Academic health center leaders know what it takes to provide patient care and sustain a health system in challenging economic times. They not only know the problems but also how to resolve them.  Academic health center  leaders for example, will tell the Congress why we need to establish a permanent workforce planning entity or board so we can resolve primary care shortages and rural health problems–and  ensure the nation has a health workforce for the future.  

Congressional staffers—stop running on empty and get MORE input, advice, and recommendations from the academic health center community.

September 3, 2009

Obama Trying to Salvage Match Point in U.S. Health Reform Open

What should have been a “love game,” with Obama easily cruising to victory in the U.S. Health Open, has now turned  into a grueling last set, last game battle, with the President having to save match point.  The President will address a joint session of Congress next Wednesday night to add specifics to his vision of health reform, according to media reports.   If conversations with White House health advisors are any indication, it is difficult to discern anything new in the messaging.  If the President tells the nation we need more primary care, health IT, and research to find out what treatments work and don’t work, America will not be enthused.

 America wants to know what systemic changes the President wants in a health reform bill. Will he stand for a strong public option?  Will he provide the roadmap and transition time for changing the current health insurance industry? Will he ensure that the health workforce is a priority and address workforce issues now—not later?  Will he go beyond primary care—and provide a new vision for how to deliver primary and specialty care to all segments of society or will he be satisfied with a 19th century view of the primary care doc going off alone to the rural regions of the country to solve the workforce crisis? 

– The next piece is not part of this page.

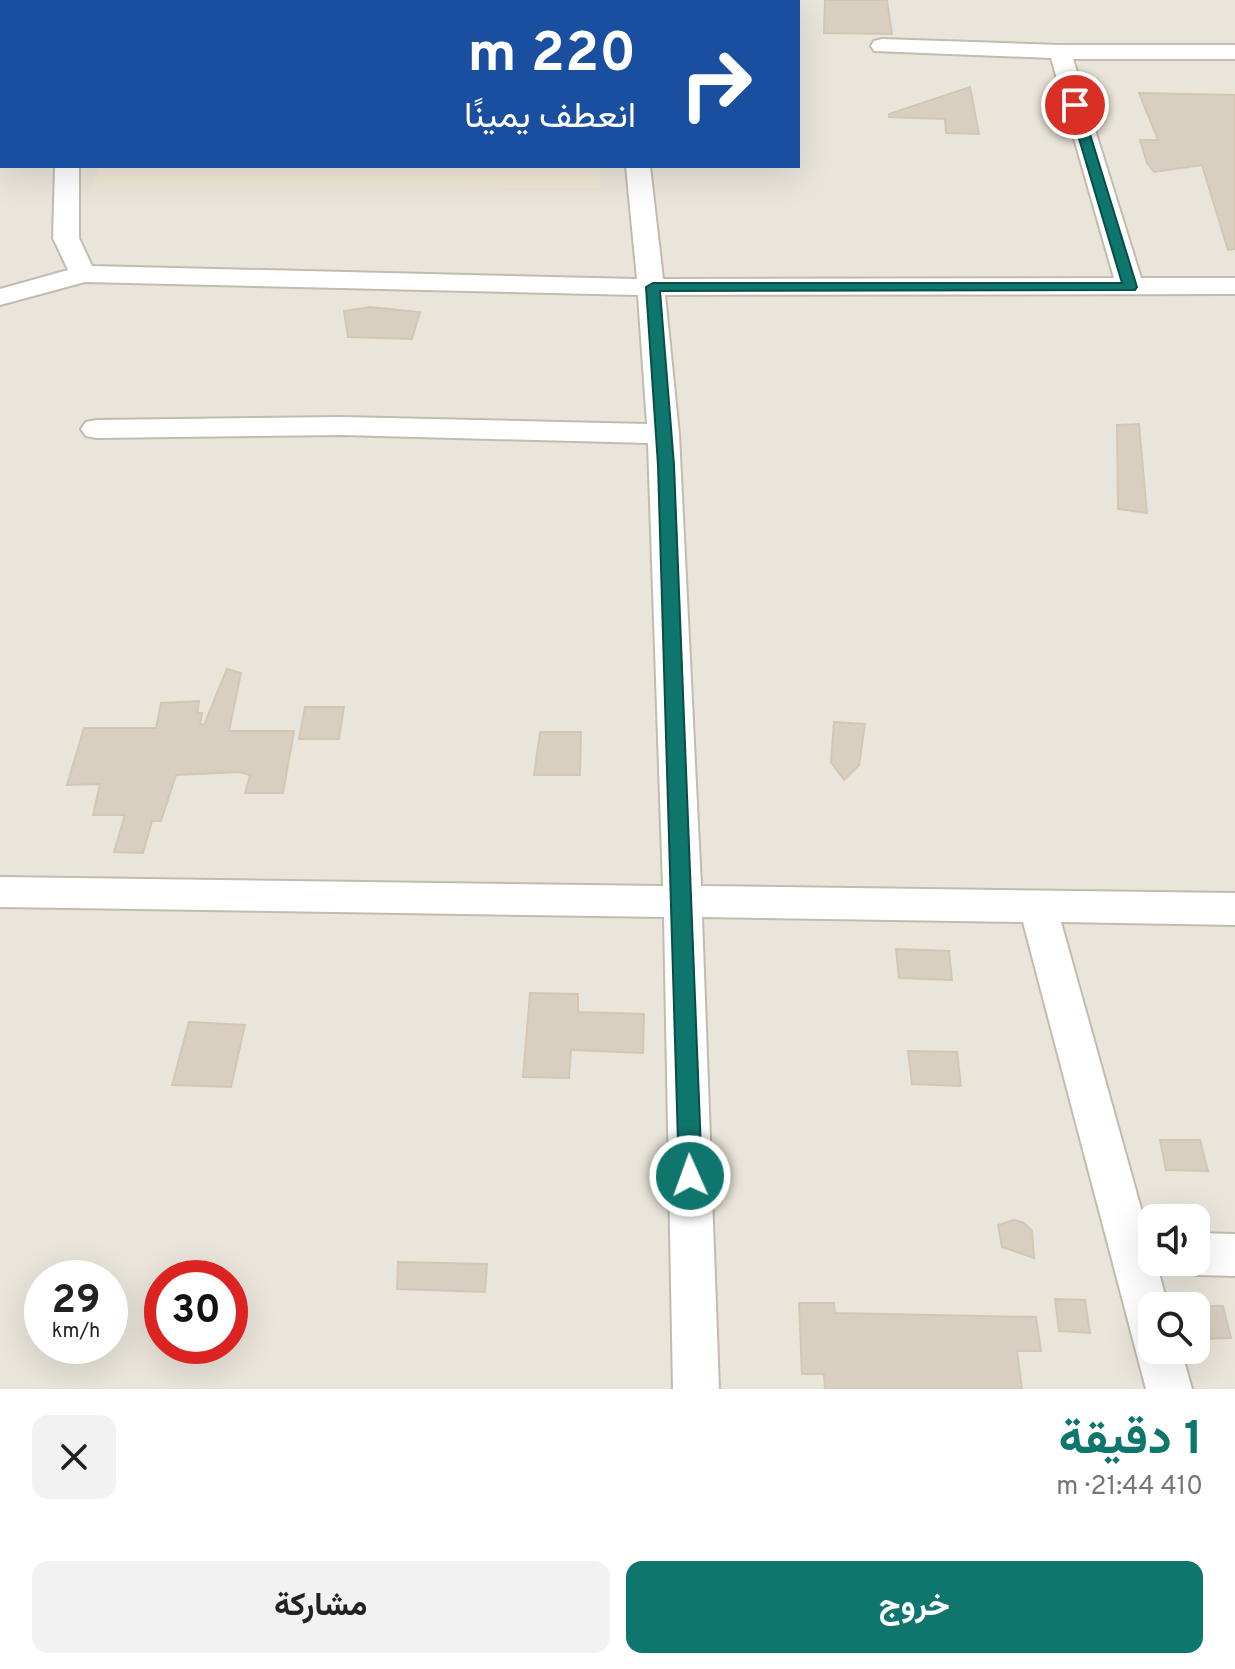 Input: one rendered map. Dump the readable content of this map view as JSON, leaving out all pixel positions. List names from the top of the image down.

Will the President explain to the nation that whatever happens in the delivery of services will ultimately affect  the nation’s research enterprise because of the unique  role that academic health centers play in the nation’s health system?  Will he explain how health reform must take account of how the clinical monies help to support the nation’s biomedical research through these institutions?  If the answers to these questions are what is meant  when the White House says  “specifics,” then America will listen.  If not,  the  President will be forced to make a quick exit from Center Court.

August 20, 2009

Health care and jobs

The pressures to cut health care costs are enormous, but these cuts can also be a double-edged sword.  Certainly, no one would argue against cutting fraud and overuse.  But at a time when job creation is so important, the health sector is and will be a key player.  These jobs are not just for a broad variety of health care providers, but also for a large range of administrative and management positions.  A recent article points this out by focusing on individuals who cross over from other economic sectors to work in health care.  As health care exceeds one-sixth of the economy and one out of every ten jobs, it becomes increasingly difficult to disentangle needed job growth from excessive health care spending in terms of driving the economy.  This is especially true if there is some kind of health reform that increases access to a substantial number of persons who are currently either uninsured or underinsured.  As we have pointed out in our report, Out of  Order, Out of Time: The State of the Nation’s Health Workforce, we need to gain a more in-depth understanding of the kinds and numbers of health providers that are needed to take care of patients now and in the future.   Perhaps by engaging in this discussion we can address the complex issues around “right-sizing” health care.